EXERCISE OBJECTIVE: Go line by line through the data below and work out how many lines contain "sans"; the answer is that number alone.

RECORD EXTRACTS:

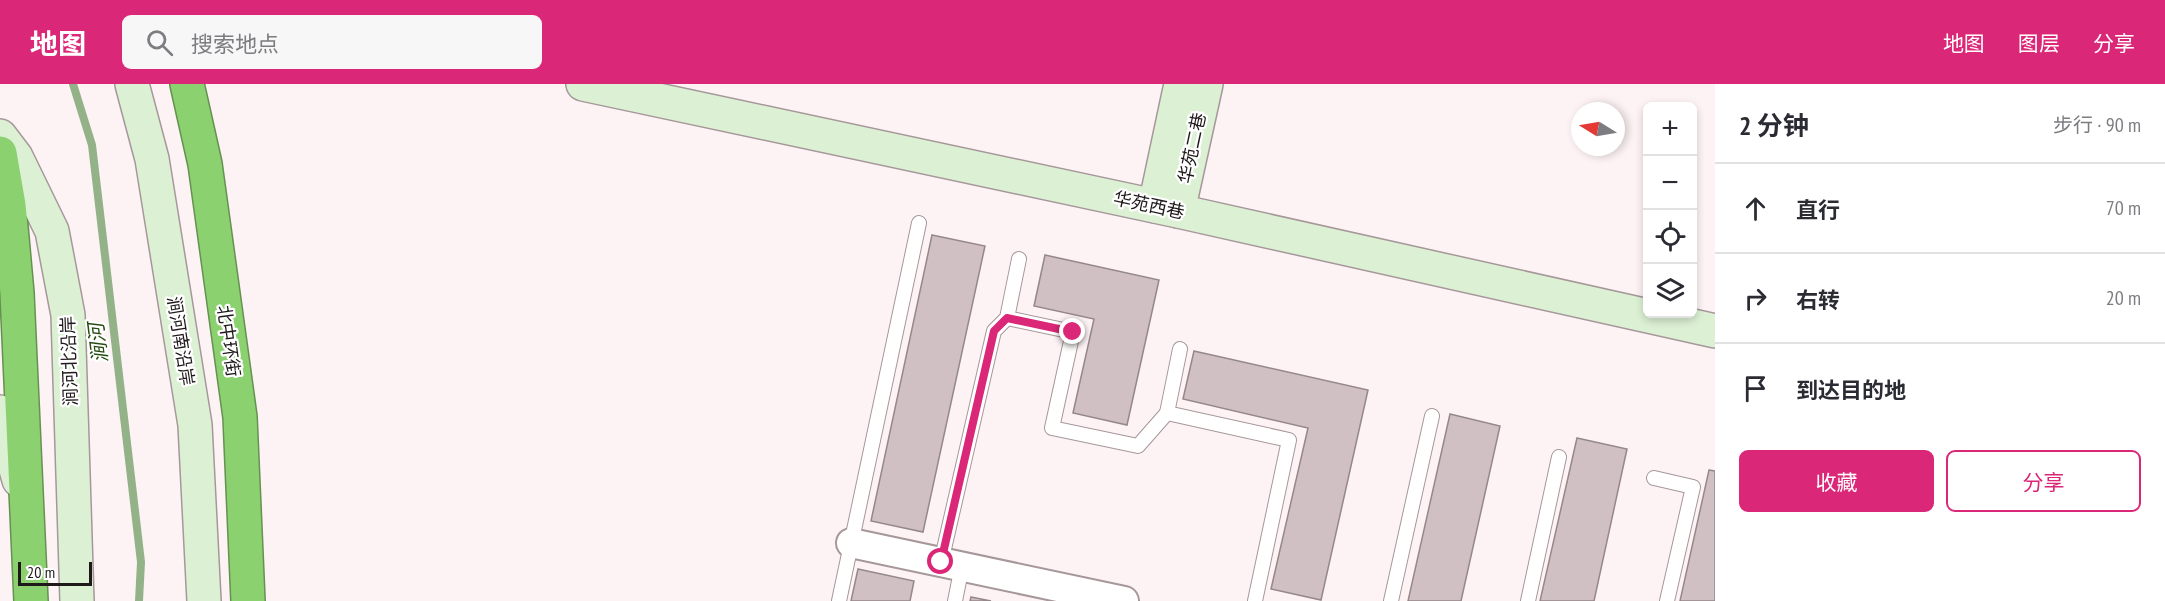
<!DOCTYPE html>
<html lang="zh">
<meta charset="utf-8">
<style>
:root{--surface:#fff;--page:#f7f7f7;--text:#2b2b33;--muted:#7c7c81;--line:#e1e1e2;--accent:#db2777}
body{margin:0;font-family:"PT Sans Narrow","Noto Sans SC",sans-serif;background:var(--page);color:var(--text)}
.controls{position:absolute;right:18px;top:18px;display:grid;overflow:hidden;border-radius:9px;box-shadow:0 3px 9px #0003}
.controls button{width:54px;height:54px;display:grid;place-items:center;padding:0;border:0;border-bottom:2px solid var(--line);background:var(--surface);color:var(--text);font:30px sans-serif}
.compass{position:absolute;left:1571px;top:18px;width:54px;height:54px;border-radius:50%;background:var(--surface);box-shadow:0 3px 9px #0003;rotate:281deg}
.scale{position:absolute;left:18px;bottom:15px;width:74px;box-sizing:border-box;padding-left:6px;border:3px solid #1f191a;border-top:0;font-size:16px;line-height:21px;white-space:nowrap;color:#1f191a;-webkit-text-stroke:4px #fff;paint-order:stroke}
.stop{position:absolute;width:18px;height:18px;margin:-14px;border:4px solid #db2777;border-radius:50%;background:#fff}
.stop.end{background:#db2777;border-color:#fff;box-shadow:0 2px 6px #0008}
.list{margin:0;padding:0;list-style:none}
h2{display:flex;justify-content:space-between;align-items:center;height:78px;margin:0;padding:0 24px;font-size:26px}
h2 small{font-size:20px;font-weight:400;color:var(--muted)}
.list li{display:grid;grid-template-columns:39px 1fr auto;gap:18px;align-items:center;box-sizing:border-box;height:90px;padding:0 24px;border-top:2px solid var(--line)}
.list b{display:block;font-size:22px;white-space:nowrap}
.list em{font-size:20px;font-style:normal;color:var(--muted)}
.actions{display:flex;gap:12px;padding:18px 24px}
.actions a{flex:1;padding:14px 0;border:2px solid var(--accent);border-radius:9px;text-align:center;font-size:21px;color:var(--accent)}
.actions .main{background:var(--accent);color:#fff}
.icon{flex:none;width:33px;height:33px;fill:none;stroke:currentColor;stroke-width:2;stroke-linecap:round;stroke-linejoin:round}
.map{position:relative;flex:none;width:1715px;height:517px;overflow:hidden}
header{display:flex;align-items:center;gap:36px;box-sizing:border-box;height:84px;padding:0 30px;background:var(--accent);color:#fff}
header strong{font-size:28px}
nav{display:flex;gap:33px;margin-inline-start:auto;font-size:21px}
.search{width:420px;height:54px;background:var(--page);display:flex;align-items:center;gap:15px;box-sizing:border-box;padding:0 21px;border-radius:9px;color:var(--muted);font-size:22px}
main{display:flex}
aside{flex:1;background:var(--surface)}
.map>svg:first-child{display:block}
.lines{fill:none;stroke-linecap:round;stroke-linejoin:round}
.stream{stroke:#93b287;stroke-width:8}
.building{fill:#d0c0c3;stroke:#96878a;stroke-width:1.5}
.lane-casing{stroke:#a6979a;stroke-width:16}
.street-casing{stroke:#a6979a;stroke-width:32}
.secondary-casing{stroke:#a6979a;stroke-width:36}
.highway-casing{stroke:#669152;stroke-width:36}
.lane{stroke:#fff;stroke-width:14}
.street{stroke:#fff;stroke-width:28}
.secondary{stroke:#dcf1d4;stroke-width:33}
.highway{stroke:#8cd170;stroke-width:33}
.route{stroke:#db2777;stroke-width:8}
.labels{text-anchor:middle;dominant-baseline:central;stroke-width:4.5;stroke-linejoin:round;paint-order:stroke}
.street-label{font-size:18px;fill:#1f191a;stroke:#fff}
.water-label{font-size:20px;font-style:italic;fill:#234b0e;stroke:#fff}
</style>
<header>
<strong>地图</strong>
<div class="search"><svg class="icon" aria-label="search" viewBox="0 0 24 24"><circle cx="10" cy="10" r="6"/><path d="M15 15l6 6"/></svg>搜索地点</div>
<nav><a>地图</a><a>图层</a><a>分享</a></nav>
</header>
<main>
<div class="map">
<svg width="1715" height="517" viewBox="0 0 1715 517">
<rect width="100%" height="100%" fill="#fdf3f5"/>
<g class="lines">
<path class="stream" d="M73,0l19,61 49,417 -2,39"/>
</g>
<g class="building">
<path d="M932,151l53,11 -62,286 -52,-11z"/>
<path d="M1045,171l114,25 -32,145 -54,-12 21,-94 -60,-13z"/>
<path d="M1194,267l174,39 -47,210 -50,-11 37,-161 -125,-29z"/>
<path d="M1450,330l50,12 -39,175h-53z"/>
<path d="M1577,354l50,11 -33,152h-54z"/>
<path d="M1709,386l6,1v130h-35z"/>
<path d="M858,485l56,12 -4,20h-59z"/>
<path d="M971,513l20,4h-21z"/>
</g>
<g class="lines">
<defs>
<g id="lane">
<path d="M1007,234l66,14 -21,96 86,18 29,-33"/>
<path d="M1180,265l-13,64 122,27 -34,161"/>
<path d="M1654,394l39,9 -26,114"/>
<path d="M941,478l53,-231 13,-13 12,-59"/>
<path d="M839,517l80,-378"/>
<path d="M955,517l7,-35"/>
<path d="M1391,517l41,-185"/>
<path d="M1528,517l31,-144"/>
</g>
<path id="street" d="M851,459l273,58"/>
<g id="secondary">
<path d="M132,0l20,75 43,266 9,176"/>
<path d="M583,0l595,127 537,120"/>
<path d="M0,52l16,21 36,74 16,84 9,286"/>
<path d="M1155,122l26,-122"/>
<path d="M1178,127l28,-127"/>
<path d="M0,328l19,68"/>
</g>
<g id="highway">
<path d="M187,0l18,80 35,253 8,184"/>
<path d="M0,69l9,52 8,88 14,308"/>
</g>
</defs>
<use href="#lane" class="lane-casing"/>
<use href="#street" class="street-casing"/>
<use href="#secondary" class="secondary-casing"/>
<use href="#highway" class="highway-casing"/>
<use href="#lane" class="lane"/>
<use href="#street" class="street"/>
<use href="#secondary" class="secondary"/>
<use href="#highway" class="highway"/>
</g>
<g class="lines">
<path class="route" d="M941,478l53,-231 13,-13 66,14"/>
</g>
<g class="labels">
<g class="street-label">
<text transform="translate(1192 64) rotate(-78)">华苑二巷</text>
<text transform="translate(1149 121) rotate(12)">华苑西巷</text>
<text transform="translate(181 257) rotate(81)">涧河南沿岸</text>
<text transform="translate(229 257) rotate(82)">北中环街</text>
<text transform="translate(69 277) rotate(-92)">涧河北沿岸</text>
</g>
<g class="water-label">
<text transform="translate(98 259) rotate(-97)">涧河</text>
</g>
</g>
</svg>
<div class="controls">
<button>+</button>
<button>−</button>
<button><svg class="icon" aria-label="locate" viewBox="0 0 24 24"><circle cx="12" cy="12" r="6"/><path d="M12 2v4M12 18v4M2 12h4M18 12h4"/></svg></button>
<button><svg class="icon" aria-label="layers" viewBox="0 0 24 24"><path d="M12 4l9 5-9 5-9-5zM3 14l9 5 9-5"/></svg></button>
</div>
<svg class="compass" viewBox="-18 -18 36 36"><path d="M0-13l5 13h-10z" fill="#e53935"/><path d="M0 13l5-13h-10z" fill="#7c7c81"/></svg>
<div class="scale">20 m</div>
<div class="stop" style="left:941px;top:478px"></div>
<div class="stop end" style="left:1073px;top:248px"></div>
</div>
<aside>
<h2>2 分钟<small>步行 · 90 m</small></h2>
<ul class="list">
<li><svg class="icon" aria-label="ahead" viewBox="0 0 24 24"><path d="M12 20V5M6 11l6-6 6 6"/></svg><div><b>直行</b></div><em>70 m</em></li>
<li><svg class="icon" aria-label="right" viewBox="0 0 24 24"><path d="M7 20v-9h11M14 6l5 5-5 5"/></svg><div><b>右转</b></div><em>20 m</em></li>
<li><svg class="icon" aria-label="arrive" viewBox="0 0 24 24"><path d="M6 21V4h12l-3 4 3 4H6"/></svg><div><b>到达目的地</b></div></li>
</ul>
<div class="actions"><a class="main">收藏</a><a>分享</a></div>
</aside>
</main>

RESULT: 2